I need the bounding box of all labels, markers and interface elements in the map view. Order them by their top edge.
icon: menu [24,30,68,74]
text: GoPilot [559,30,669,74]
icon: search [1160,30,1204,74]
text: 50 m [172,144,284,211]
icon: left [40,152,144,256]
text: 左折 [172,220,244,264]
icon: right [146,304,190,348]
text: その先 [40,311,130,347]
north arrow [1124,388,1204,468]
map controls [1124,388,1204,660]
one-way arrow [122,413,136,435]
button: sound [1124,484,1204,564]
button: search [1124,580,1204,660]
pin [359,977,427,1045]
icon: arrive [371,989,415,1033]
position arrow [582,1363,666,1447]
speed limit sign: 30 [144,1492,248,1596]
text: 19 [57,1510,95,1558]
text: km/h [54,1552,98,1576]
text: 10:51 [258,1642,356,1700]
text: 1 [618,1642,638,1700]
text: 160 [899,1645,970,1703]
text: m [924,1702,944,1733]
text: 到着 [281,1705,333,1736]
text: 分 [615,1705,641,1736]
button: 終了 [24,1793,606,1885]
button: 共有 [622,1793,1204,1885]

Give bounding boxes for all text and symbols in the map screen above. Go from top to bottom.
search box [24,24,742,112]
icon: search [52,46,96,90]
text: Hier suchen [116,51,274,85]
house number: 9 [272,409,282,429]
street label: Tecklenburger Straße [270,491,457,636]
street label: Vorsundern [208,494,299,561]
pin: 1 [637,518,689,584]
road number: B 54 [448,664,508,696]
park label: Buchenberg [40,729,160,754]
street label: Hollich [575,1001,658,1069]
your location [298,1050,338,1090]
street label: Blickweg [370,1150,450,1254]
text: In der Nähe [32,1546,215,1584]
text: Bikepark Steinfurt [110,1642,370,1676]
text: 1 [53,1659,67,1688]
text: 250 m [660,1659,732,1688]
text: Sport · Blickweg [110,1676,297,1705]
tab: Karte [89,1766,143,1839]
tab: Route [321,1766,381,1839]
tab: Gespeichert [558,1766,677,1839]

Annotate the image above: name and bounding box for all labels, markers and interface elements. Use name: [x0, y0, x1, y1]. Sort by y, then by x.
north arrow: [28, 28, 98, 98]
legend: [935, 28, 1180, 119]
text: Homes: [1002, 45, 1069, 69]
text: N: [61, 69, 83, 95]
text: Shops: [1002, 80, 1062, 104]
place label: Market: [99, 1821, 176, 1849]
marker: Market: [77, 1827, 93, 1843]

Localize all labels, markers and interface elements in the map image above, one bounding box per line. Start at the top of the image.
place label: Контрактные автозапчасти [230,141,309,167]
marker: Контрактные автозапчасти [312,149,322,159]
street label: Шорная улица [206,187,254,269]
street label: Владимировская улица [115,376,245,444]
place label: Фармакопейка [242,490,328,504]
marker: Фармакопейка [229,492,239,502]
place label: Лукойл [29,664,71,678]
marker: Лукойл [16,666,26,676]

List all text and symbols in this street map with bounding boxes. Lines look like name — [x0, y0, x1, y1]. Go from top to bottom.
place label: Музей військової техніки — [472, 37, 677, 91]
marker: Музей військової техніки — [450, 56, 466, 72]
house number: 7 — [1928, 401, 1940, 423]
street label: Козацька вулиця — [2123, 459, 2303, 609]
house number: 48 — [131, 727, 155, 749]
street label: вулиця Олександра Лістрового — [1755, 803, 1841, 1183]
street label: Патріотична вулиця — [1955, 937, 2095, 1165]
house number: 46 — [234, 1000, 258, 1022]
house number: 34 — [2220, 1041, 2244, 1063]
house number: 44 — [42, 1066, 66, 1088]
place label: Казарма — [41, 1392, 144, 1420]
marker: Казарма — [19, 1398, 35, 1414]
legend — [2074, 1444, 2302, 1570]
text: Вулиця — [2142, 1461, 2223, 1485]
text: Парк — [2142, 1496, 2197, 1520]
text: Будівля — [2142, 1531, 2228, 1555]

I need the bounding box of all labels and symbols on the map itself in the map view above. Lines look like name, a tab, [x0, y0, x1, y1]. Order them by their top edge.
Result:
........
• _TASK OBJECTIVE_:
Everything in the data above should be output exactly as it stands.

• _FINISHED EXERCISE_:
I need the bounding box of all labels, markers and interface elements in the map view. Order them by their top edge.
icon: menu [24,30,68,74]
text: GoPilot [559,30,669,74]
icon: search [1160,30,1204,74]
text: 50 m [172,144,284,211]
icon: left [40,152,144,256]
text: 左折 [172,220,244,264]
icon: right [146,304,190,348]
text: その先 [40,311,130,347]
north arrow [1124,388,1204,468]
map controls [1124,388,1204,660]
one-way arrow [122,413,136,435]
button: sound [1124,484,1204,564]
button: search [1124,580,1204,660]
pin [359,977,427,1045]
icon: arrive [371,989,415,1033]
position arrow [582,1363,666,1447]
speed limit sign: 30 [144,1492,248,1596]
text: 19 [57,1510,95,1558]
text: km/h [54,1552,98,1576]
text: 10:51 [258,1642,356,1700]
text: 1 [618,1642,638,1700]
text: 160 [899,1645,970,1703]
text: m [924,1702,944,1733]
text: 到着 [281,1705,333,1736]
text: 分 [615,1705,641,1736]
button: 終了 [24,1793,606,1885]
button: 共有 [622,1793,1204,1885]

Give bounding boxes for all text and symbols in the map screen above. Go from top to bottom.
search box [24,24,742,112]
icon: search [52,46,96,90]
text: Hier suchen [116,51,274,85]
house number: 9 [272,409,282,429]
street label: Tecklenburger Straße [270,491,457,636]
street label: Vorsundern [208,494,299,561]
pin: 1 [637,518,689,584]
road number: B 54 [448,664,508,696]
park label: Buchenberg [40,729,160,754]
street label: Hollich [575,1001,658,1069]
your location [298,1050,338,1090]
street label: Blickweg [370,1150,450,1254]
text: In der Nähe [32,1546,215,1584]
text: Bikepark Steinfurt [110,1642,370,1676]
text: 1 [53,1659,67,1688]
text: 250 m [660,1659,732,1688]
text: Sport · Blickweg [110,1676,297,1705]
tab: Karte [89,1766,143,1839]
tab: Route [321,1766,381,1839]
tab: Gespeichert [558,1766,677,1839]

Annotate the image above: name and bounding box for all labels, markers and interface elements. Use name: [x0, y0, x1, y1]. Sort by y, then by x.
north arrow: [28, 28, 98, 98]
legend: [935, 28, 1180, 119]
text: Homes: [1002, 45, 1069, 69]
text: N: [61, 69, 83, 95]
text: Shops: [1002, 80, 1062, 104]
place label: Market: [99, 1821, 176, 1849]
marker: Market: [77, 1827, 93, 1843]

Localize all labels, markers and interface elements in the map image above, one bounding box per line. Start at the top of the image.
place label: Контрактные автозапчасти [230,141,309,167]
marker: Контрактные автозапчасти [312,149,322,159]
street label: Шорная улица [206,187,254,269]
street label: Владимировская улица [115,376,245,444]
place label: Фармакопейка [242,490,328,504]
marker: Фармакопейка [229,492,239,502]
place label: Лукойл [29,664,71,678]
marker: Лукойл [16,666,26,676]

List all text and symbols in this street map with bounding boxes. Lines look like name — [x0, y0, x1, y1]. Go from top to bottom.
place label: Музей військової техніки — [472, 37, 677, 91]
marker: Музей військової техніки — [450, 56, 466, 72]
house number: 7 — [1928, 401, 1940, 423]
street label: Козацька вулиця — [2123, 459, 2303, 609]
house number: 48 — [131, 727, 155, 749]
street label: вулиця Олександра Лістрового — [1755, 803, 1841, 1183]
street label: Патріотична вулиця — [1955, 937, 2095, 1165]
house number: 46 — [234, 1000, 258, 1022]
house number: 34 — [2220, 1041, 2244, 1063]
house number: 44 — [42, 1066, 66, 1088]
place label: Казарма — [41, 1392, 144, 1420]
marker: Казарма — [19, 1398, 35, 1414]
legend — [2074, 1444, 2302, 1570]
text: Вулиця — [2142, 1461, 2223, 1485]
text: Парк — [2142, 1496, 2197, 1520]
text: Будівля — [2142, 1531, 2228, 1555]

I need the bounding box of all labels and symbols on the map itself in the map view above. Lines look like name, a tab, [x0, y0, x1, y1]. Order them by their top edge.
Result:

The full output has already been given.